THE PROBLEM.
Lines holding the string "worn" are the ones to copy; find them all in the data.

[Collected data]
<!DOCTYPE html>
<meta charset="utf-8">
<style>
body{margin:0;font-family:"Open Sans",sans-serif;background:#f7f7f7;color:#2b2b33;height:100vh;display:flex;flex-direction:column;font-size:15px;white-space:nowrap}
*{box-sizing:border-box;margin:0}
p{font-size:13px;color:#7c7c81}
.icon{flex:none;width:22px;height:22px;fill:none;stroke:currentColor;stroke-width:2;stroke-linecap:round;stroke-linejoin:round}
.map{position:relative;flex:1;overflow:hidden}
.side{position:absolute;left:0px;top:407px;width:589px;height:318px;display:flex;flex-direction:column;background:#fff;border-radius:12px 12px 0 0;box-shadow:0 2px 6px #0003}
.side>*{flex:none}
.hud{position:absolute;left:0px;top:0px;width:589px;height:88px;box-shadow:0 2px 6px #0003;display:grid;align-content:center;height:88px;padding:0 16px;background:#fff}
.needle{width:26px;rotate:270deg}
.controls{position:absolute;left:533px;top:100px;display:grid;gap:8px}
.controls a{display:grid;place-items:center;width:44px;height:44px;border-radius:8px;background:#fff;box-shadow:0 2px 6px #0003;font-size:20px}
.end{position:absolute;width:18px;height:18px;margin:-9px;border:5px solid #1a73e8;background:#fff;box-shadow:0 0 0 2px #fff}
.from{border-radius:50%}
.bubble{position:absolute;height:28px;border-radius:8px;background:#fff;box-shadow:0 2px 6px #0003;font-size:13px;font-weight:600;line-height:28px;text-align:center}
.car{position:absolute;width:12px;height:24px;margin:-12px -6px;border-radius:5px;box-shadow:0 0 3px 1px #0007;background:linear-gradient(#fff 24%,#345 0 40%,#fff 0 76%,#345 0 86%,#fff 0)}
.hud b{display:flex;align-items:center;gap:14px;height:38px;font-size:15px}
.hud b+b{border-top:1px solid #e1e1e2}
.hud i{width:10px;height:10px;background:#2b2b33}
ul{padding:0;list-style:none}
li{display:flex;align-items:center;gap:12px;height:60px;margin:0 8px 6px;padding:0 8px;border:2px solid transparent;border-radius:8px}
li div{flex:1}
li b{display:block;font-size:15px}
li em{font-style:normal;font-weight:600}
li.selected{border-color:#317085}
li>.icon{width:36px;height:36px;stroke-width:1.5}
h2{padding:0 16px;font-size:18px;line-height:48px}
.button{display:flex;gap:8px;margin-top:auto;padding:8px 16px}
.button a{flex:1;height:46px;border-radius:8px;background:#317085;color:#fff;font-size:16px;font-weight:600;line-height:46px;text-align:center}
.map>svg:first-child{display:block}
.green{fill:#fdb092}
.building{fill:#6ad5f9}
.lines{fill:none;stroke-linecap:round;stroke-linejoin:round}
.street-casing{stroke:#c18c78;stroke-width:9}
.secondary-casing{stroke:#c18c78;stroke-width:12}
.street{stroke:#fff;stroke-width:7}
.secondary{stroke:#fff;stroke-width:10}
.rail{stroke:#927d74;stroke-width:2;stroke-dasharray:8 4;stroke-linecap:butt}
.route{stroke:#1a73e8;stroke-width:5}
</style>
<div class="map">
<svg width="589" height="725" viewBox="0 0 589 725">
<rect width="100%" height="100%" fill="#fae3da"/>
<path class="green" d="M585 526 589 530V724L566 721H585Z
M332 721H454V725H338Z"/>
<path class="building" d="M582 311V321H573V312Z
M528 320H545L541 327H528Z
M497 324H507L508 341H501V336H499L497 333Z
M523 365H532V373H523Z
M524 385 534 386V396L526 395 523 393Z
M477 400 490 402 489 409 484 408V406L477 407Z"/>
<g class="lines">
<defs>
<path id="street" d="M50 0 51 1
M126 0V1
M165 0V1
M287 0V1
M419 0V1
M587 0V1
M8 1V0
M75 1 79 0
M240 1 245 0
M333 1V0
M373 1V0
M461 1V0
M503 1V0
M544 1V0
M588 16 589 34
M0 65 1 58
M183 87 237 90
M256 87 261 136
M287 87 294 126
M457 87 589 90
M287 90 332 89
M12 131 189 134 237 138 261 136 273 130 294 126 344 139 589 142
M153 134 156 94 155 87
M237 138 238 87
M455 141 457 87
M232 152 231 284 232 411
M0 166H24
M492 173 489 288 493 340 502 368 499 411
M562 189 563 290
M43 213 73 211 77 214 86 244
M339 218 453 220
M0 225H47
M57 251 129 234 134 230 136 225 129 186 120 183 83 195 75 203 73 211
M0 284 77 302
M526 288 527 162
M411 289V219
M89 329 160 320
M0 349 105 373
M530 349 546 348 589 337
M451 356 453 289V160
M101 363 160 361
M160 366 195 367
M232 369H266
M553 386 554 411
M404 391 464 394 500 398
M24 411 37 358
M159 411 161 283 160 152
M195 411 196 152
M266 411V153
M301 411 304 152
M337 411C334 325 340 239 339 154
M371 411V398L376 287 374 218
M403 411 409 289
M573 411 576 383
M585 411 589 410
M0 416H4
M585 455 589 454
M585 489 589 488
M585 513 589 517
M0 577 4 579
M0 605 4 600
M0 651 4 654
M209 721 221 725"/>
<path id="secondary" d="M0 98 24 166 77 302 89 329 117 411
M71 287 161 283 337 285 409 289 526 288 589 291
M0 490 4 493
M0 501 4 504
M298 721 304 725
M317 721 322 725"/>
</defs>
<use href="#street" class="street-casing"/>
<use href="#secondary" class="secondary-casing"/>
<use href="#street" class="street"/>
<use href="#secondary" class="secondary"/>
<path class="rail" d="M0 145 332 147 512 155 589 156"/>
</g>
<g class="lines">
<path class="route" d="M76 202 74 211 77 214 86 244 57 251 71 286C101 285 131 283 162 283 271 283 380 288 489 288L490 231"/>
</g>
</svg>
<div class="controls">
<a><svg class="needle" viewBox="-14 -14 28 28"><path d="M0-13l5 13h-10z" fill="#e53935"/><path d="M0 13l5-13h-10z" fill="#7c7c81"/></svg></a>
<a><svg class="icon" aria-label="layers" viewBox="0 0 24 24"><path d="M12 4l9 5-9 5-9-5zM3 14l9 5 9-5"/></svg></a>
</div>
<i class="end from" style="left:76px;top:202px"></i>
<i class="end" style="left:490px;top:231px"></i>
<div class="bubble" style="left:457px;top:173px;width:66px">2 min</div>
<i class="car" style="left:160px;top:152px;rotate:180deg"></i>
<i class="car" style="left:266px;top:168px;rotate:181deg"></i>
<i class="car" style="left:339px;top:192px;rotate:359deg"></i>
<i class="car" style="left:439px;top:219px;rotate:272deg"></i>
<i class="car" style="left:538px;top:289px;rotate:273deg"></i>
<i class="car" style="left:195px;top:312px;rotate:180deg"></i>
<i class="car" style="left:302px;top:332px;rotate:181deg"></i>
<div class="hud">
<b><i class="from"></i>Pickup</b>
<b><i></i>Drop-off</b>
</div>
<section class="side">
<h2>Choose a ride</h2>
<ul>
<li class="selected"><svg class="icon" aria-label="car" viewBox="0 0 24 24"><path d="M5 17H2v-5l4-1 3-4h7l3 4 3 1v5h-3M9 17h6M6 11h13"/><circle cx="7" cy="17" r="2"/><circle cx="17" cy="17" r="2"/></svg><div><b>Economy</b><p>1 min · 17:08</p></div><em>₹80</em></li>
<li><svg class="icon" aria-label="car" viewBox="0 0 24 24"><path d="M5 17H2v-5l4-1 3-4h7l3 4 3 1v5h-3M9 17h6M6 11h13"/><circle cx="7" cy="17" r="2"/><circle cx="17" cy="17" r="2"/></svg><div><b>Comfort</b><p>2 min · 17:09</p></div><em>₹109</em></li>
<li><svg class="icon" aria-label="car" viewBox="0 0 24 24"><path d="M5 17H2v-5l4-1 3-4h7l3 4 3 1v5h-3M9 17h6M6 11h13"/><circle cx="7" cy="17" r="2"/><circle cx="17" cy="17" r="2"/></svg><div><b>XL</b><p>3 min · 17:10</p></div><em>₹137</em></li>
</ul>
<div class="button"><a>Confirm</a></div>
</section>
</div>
==
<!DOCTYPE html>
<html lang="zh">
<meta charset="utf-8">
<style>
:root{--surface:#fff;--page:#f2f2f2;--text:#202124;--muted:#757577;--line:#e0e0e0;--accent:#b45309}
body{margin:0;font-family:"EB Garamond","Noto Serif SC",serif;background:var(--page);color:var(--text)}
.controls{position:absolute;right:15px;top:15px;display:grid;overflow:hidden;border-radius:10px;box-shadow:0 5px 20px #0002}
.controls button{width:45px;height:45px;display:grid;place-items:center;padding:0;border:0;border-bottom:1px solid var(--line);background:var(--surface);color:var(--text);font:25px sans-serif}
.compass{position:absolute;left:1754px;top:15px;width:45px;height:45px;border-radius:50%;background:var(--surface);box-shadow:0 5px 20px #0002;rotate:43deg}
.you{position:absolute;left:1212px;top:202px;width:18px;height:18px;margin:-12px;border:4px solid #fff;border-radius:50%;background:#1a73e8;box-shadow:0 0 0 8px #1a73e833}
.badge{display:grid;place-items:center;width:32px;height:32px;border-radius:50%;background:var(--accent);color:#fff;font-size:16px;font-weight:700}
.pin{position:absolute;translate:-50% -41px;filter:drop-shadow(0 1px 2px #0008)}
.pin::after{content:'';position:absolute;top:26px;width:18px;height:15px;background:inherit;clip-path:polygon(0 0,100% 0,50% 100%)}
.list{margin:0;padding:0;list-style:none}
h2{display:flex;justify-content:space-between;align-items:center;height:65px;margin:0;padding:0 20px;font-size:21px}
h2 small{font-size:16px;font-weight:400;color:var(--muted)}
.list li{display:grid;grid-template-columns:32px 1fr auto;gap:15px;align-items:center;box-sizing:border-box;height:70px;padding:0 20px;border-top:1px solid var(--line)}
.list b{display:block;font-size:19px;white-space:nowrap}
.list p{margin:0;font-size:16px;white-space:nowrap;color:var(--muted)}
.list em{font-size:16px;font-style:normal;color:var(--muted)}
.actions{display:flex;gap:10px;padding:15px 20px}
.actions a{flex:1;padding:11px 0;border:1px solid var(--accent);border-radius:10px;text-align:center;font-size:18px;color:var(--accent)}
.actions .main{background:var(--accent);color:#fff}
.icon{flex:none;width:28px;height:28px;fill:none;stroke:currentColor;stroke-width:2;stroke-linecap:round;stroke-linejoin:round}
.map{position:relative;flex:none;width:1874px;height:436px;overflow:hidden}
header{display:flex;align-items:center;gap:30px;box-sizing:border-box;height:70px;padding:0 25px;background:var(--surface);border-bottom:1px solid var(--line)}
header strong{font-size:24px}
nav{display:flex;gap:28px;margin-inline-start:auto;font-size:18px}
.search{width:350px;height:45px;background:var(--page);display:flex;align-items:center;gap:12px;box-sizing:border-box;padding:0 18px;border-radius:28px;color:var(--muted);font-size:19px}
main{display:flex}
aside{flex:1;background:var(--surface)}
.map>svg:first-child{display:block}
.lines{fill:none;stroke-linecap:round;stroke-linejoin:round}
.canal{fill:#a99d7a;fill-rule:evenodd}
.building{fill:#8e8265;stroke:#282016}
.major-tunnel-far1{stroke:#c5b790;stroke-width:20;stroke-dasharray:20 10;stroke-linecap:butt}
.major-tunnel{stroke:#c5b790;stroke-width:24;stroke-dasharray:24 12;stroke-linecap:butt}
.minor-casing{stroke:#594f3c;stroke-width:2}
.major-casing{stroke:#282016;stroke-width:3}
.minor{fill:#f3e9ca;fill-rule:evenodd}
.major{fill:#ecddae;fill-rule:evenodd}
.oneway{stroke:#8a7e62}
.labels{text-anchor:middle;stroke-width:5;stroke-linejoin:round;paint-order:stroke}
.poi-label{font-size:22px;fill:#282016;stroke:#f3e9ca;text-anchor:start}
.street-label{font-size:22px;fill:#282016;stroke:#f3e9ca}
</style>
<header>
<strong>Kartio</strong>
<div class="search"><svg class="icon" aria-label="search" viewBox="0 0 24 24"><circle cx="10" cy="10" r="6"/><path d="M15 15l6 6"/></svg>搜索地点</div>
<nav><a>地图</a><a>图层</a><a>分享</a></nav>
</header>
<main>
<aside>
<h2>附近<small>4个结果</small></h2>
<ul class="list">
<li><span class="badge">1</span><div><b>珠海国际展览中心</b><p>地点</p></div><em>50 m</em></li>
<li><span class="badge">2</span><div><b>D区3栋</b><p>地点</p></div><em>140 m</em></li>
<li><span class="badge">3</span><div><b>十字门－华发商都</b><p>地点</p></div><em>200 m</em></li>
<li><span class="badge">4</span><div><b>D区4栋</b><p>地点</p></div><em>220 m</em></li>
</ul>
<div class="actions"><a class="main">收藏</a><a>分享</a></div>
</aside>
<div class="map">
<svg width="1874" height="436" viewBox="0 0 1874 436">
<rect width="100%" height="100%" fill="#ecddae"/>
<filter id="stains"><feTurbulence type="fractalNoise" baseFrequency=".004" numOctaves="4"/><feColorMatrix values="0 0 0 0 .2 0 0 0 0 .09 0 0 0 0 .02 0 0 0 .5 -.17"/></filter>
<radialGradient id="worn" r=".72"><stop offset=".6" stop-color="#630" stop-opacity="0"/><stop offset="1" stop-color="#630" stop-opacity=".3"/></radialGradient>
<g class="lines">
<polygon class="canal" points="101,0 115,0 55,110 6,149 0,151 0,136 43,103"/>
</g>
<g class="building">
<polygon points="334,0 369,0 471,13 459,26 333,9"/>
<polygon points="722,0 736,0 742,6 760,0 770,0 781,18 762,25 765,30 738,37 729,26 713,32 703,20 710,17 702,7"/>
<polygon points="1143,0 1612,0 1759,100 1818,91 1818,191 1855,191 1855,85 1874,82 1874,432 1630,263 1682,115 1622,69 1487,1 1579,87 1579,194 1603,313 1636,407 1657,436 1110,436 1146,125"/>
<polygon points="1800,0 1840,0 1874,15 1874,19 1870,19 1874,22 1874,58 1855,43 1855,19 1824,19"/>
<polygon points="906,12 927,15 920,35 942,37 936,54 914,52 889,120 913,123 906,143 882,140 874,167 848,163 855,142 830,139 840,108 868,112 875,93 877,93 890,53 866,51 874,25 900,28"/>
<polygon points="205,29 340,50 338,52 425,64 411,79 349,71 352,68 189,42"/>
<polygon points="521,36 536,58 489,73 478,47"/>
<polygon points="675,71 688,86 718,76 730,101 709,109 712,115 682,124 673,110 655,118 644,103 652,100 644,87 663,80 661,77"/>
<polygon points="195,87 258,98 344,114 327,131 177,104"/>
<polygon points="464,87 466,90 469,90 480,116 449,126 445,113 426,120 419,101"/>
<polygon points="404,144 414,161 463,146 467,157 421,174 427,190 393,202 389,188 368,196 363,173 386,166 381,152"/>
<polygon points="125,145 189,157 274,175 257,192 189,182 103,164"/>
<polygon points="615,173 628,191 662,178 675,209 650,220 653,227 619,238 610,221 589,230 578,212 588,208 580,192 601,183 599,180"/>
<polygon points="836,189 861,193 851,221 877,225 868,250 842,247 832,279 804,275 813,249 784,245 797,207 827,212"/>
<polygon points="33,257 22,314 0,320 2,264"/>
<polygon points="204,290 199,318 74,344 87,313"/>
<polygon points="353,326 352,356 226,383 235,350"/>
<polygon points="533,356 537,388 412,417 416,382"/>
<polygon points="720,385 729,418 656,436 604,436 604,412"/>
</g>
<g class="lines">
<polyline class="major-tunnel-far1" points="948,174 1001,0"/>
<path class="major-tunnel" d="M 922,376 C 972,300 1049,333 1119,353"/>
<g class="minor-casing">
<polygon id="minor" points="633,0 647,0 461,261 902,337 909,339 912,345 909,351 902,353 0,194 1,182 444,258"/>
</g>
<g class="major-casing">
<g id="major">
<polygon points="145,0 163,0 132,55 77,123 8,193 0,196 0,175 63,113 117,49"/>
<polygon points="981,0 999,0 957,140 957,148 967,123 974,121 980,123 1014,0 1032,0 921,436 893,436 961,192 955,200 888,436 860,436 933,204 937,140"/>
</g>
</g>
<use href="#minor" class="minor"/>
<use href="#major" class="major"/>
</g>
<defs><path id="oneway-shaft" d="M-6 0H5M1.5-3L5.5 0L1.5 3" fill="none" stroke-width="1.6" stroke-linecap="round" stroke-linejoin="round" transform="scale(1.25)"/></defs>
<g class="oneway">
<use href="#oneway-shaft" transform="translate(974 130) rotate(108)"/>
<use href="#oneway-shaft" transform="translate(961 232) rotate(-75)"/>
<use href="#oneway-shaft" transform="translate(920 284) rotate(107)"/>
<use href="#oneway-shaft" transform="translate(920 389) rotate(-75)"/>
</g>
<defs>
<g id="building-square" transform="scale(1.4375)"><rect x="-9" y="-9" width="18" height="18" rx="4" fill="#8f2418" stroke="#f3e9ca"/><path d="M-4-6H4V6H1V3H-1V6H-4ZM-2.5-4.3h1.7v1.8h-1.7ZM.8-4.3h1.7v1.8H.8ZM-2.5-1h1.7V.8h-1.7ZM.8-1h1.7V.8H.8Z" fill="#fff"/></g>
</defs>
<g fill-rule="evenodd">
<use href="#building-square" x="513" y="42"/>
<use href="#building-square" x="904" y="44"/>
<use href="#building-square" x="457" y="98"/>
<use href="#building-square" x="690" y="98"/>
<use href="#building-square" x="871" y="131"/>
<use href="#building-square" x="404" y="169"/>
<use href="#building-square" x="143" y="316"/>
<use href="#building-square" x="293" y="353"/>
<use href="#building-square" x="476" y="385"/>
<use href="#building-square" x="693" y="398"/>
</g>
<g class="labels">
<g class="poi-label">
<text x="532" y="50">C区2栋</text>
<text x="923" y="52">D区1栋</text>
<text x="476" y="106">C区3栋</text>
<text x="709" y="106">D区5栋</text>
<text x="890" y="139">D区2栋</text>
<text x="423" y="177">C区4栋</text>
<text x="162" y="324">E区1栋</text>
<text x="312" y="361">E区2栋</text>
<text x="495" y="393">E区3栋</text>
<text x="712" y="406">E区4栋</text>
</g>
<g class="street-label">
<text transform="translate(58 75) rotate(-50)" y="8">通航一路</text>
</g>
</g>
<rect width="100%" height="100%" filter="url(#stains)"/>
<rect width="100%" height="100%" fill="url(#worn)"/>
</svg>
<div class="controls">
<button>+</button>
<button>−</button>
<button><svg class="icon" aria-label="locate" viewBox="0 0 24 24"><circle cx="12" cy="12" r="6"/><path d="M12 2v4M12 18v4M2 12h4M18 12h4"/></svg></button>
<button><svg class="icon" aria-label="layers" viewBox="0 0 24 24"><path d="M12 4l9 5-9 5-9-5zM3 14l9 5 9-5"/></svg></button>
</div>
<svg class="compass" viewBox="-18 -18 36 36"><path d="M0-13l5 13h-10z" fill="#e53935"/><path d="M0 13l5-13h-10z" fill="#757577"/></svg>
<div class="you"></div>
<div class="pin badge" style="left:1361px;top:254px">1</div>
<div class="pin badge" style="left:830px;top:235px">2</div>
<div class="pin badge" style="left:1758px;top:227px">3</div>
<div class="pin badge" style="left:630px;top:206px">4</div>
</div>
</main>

SOLUTION TO THIS PROBLEM.
<radialGradient id="worn" r=".72"><stop offset=".6" stop-color="#630" stop-opacity="0"/><stop offset="1" stop-color="#630" stop-opacity=".3"/></radialGradient>
<rect width="100%" height="100%" fill="url(#worn)"/>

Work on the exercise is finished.